Haftstrafe

Hündin in Ruhr geworfen - Berufung gegen Urteil eingelegt

Bei der Verhandlung im Mülheimer Amtsgericht am Donnerstag vor einer Woche verbarg der Angeklagte vor Prozessbeginn seinen Kopf unter einer Kapuze. Rechts von ihm sein Anwalt Ludger Aretz. Im Hintergrund Richter Mark Schneider.

Bei der Verhandlung im Mülheimer Amtsgericht am Donnerstag vor einer Woche verbarg der Angeklagte vor Prozessbeginn seinen Kopf unter einer Kapuze. Rechts von ihm sein Anwalt Ludger Aretz. Im Hintergrund Richter Mark Schneider.

Foto: Mara Tröger

Mülheim.  58-Jähriger soll nach dem Wurf einer Hündin in die Ruhr für sechs Monate in Haft. Dagegen legt er Berufung ein. Für ihn steht viel auf dem Spiel.

Der Mann, gegen den das Mülheimer Amtsgericht in der vergangenen Woche eine Haftstrafe nach dem Wurf einer lebenden Hündin in die Ruhr verhängt hat, akzeptiert das Urteil nicht. Der 58-Jährige habe über seinen Rechtsanwalt Berufung eingelegt, bestätigt Amtsgerichts-Direktorin Susanne Galonska-Bracun. Der Mann dürfte in der zweiten Instanz vor dem Landgericht darauf hoffen, dass die in Mülheim verhängten sechs Monate Freiheitsstrafe vielleicht doch zur Bewährung ausgesetzt werden. Und es geht noch um mehr.

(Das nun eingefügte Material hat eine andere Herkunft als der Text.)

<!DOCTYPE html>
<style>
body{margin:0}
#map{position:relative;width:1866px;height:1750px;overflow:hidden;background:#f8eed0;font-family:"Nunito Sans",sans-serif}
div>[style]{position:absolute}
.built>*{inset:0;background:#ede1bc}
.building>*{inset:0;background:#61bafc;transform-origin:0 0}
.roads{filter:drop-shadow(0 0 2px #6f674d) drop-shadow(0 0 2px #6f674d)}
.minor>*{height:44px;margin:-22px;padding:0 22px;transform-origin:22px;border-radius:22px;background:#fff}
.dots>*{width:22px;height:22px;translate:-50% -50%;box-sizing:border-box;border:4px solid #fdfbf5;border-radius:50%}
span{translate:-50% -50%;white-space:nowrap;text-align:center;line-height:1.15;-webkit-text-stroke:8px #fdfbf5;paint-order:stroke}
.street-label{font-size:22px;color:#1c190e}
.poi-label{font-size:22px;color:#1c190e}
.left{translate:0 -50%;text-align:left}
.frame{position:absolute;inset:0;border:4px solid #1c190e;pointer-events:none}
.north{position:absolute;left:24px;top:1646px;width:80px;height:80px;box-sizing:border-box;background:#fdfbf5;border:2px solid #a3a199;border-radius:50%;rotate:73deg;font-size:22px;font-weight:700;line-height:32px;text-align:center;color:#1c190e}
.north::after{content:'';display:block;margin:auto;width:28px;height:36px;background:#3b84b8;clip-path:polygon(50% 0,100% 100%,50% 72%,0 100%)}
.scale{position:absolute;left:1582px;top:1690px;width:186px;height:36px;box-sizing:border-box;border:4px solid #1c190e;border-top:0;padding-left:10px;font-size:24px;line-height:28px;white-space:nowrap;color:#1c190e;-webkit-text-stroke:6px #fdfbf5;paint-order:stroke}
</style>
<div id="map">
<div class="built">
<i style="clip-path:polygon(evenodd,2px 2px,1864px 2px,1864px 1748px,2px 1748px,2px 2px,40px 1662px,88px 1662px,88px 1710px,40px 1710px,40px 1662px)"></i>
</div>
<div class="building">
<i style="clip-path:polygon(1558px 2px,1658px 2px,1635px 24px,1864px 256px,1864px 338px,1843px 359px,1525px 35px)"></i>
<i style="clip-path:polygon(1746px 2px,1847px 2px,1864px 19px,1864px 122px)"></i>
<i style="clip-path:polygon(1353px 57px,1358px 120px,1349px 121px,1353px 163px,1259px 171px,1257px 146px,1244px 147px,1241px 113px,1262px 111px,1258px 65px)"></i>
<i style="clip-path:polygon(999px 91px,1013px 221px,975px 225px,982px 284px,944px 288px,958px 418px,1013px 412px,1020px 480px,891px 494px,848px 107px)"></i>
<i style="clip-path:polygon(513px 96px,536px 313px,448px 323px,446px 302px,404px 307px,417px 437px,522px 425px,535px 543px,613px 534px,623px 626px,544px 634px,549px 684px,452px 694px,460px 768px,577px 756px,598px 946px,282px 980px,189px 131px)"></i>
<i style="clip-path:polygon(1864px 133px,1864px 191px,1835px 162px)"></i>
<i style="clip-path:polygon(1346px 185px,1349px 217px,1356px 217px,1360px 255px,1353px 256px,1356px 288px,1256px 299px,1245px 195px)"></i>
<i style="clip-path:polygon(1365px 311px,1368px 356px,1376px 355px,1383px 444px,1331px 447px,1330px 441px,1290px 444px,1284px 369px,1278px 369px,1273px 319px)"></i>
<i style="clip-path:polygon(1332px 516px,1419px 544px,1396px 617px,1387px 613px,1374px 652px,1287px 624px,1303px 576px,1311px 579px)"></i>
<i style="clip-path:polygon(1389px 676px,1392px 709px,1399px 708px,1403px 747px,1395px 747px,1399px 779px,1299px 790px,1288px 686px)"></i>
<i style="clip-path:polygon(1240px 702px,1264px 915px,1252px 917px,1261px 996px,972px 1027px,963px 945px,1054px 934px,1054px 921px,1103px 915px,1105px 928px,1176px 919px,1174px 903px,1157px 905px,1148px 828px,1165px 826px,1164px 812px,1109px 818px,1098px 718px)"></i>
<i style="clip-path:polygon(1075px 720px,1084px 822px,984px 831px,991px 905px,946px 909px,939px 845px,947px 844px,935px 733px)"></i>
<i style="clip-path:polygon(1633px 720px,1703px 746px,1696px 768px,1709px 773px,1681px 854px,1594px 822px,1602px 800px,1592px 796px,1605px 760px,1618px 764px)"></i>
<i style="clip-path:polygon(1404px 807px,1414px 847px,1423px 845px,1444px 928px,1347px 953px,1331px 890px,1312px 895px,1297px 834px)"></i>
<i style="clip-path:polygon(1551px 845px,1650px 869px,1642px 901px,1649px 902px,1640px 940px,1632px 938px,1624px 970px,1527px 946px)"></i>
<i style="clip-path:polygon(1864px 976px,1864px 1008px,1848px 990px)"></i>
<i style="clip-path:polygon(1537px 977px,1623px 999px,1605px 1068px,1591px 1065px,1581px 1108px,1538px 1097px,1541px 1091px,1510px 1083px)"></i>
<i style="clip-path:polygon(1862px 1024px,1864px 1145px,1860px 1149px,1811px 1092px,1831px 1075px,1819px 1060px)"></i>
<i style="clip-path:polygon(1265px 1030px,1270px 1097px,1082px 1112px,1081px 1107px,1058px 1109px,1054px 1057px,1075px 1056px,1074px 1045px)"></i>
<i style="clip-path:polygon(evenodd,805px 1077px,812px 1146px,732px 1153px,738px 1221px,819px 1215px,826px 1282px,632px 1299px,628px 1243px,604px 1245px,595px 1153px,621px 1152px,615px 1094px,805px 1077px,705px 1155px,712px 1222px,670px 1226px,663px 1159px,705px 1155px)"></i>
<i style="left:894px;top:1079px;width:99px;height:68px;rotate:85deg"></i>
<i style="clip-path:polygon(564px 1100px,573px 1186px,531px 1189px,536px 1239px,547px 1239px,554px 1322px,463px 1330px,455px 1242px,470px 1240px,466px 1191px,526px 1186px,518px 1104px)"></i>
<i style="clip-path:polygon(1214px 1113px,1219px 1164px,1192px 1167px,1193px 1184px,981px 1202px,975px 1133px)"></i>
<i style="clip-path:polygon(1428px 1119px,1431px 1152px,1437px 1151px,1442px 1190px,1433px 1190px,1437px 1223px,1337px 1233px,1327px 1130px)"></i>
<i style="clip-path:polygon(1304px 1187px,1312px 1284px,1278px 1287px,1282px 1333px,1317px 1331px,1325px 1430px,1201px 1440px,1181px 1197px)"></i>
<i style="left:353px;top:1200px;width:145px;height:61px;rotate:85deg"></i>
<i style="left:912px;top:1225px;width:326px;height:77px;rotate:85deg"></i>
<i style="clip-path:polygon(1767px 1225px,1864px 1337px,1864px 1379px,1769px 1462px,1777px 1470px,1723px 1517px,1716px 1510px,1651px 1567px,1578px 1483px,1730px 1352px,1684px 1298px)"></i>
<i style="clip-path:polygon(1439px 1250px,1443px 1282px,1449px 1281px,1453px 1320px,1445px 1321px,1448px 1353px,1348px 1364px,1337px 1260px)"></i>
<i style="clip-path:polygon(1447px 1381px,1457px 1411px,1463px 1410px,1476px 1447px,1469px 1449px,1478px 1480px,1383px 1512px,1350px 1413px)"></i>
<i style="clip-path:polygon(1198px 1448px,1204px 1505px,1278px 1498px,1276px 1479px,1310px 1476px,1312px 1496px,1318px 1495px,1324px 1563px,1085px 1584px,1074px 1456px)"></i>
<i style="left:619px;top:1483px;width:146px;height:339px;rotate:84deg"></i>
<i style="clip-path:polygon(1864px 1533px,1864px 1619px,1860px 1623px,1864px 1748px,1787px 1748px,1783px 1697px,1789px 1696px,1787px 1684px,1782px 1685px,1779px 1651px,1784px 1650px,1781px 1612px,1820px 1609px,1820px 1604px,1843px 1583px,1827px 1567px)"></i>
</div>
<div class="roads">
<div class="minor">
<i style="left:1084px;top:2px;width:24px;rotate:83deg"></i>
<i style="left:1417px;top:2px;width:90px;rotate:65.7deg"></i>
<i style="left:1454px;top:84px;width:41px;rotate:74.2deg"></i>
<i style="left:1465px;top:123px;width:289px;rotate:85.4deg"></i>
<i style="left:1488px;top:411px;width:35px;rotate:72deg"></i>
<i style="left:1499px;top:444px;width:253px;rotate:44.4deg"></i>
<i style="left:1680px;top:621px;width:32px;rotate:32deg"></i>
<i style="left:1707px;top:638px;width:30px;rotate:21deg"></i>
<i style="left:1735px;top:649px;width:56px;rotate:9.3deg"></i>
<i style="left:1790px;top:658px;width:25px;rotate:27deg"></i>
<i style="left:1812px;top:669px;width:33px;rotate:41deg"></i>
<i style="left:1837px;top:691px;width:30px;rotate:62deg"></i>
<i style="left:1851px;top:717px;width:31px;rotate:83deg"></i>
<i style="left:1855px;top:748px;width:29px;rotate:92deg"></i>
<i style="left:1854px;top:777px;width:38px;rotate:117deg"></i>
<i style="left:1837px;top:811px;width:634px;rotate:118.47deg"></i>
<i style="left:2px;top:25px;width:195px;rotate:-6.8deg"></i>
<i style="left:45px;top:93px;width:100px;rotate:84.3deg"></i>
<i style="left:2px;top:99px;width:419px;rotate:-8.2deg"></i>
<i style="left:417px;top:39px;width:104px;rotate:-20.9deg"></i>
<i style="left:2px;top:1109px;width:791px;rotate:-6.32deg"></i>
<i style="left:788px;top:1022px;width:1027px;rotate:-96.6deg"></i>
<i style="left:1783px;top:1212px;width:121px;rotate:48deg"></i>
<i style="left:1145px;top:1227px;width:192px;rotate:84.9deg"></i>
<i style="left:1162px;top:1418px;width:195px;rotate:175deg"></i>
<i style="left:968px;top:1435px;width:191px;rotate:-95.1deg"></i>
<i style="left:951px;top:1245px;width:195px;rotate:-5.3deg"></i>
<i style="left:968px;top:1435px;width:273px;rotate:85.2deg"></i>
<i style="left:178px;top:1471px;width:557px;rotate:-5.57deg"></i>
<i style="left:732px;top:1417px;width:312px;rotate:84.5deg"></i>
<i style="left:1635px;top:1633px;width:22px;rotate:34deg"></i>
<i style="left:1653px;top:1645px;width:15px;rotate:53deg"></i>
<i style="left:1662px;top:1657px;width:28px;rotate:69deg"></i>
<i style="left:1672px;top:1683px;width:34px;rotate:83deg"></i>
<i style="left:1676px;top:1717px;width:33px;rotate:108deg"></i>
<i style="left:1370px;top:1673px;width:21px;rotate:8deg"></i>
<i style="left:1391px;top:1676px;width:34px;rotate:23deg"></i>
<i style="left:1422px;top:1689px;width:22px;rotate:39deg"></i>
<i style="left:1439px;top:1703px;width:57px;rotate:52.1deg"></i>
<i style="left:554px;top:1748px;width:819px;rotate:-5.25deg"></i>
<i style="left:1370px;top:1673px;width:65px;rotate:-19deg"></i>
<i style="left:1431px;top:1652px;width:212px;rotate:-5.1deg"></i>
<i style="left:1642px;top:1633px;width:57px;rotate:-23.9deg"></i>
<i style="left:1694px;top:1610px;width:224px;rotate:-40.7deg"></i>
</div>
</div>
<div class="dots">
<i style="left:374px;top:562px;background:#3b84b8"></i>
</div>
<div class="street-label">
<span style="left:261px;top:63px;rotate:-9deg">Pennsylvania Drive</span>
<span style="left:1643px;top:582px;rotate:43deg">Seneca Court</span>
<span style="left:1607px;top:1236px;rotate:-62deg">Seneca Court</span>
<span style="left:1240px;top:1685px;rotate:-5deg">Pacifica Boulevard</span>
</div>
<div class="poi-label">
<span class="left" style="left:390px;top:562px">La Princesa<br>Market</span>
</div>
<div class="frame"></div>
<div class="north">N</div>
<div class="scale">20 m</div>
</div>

Zum Tatzeitpunkt Ende des vergangenen Jahres stand der Mann wegen einer früheren Verurteilung noch unter Bewährungsauflagen. Gegen ihn waren wegen versuchter leichtfertiger Geldwäsche fünf Monate Freiheitsstrafe verhängt und zur Bewährung ausgesetzt worden. Die Bewährungsdauer dafür wurde bis zum Juni 2020 festgelegt. Selbstverständlich gehört zu den Auflagen, in dieser Zeit straffrei zu bleiben.

Angeklagtem könnten elf Monate Haft drohen

Die Staatsanwaltschaft könnte nun darauf drängen, dass die Aussetzung der vorherigen Strafe zur Bewährung widerrufen wird. Eine Entscheidung in solchen Fällen werde in der Regel erst getroffen, wenn ein Urteil rechtskräftig ist, sagt Sprecherin Marie Fahlbusch. An dem letzten Richterspruch orientiere sich dann auch die Staatsanwaltschaft. Sieht also das Landgericht in der Berufungsverhandlung etwa entgegen dem Einzelrichter am Amtsgericht eine gute Sozialprognose und setzt die Strafe doch noch zur Bewährung aus, könnten dem Mann auch die fünf Monate Haft aus der früheren Verurteilung erspart bleiben, obwohl er gegen die Auflagen verstoßen hat. Bestätigt das Landgericht dagegen die Entscheidung der Vorinstanz, könnten dem 58-Jährigen insgesamt elf Monate Haft drohen.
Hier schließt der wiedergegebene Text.